→ The problem
Report how many lines below include the string "Circonvallazione". Please keep the reply to that number.

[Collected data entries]
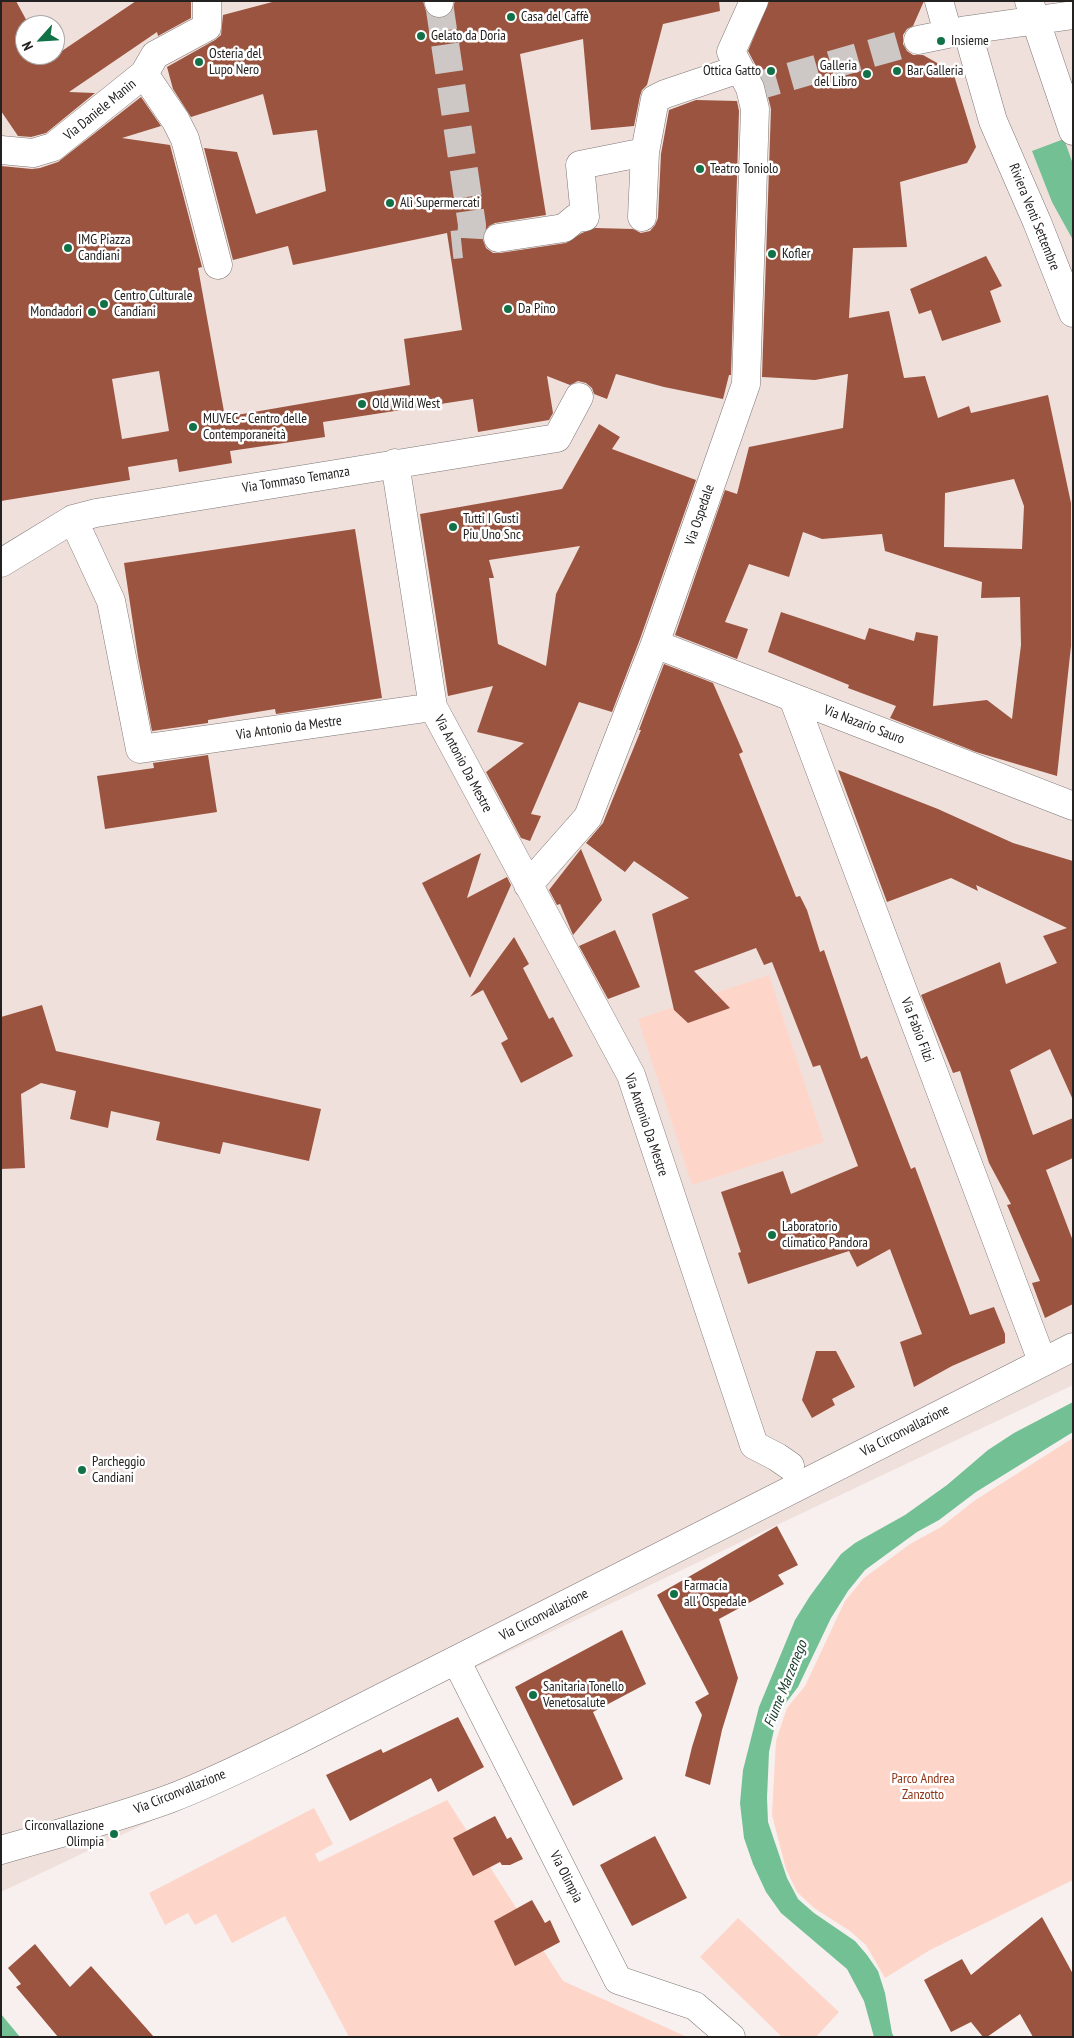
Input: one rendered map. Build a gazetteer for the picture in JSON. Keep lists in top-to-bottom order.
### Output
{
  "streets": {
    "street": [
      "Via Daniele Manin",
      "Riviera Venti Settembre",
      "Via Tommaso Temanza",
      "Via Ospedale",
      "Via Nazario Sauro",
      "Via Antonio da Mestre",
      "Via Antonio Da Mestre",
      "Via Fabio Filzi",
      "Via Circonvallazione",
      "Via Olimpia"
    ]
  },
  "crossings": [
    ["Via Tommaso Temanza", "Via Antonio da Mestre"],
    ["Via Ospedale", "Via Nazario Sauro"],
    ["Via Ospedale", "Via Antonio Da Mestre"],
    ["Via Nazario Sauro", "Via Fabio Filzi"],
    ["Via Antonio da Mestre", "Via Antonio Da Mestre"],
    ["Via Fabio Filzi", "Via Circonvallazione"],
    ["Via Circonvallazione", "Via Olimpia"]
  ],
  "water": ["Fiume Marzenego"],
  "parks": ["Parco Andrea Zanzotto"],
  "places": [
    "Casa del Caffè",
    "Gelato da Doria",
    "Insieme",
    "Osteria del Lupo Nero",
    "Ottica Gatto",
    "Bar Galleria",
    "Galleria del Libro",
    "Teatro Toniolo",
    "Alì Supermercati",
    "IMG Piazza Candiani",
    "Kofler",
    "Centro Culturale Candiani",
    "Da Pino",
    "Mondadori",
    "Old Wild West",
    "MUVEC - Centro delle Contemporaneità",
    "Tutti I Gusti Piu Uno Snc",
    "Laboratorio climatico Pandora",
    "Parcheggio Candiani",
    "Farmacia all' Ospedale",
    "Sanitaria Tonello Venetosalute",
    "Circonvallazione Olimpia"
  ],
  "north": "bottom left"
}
...
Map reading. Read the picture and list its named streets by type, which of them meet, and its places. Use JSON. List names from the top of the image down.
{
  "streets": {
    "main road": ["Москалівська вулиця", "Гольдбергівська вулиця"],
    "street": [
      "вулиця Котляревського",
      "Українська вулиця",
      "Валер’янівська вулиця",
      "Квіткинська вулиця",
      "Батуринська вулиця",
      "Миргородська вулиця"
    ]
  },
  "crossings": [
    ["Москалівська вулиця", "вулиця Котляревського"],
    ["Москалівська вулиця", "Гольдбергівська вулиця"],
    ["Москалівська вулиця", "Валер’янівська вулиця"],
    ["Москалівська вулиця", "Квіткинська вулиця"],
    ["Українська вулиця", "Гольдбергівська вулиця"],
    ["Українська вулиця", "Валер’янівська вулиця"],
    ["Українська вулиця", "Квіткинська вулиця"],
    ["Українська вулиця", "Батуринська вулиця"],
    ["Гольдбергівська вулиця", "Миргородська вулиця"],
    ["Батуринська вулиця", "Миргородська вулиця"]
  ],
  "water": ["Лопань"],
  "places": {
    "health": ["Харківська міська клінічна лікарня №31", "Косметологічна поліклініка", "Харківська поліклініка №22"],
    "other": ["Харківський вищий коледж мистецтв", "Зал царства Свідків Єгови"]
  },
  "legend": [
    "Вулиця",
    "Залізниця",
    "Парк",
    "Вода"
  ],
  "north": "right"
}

→ Exercise answer
4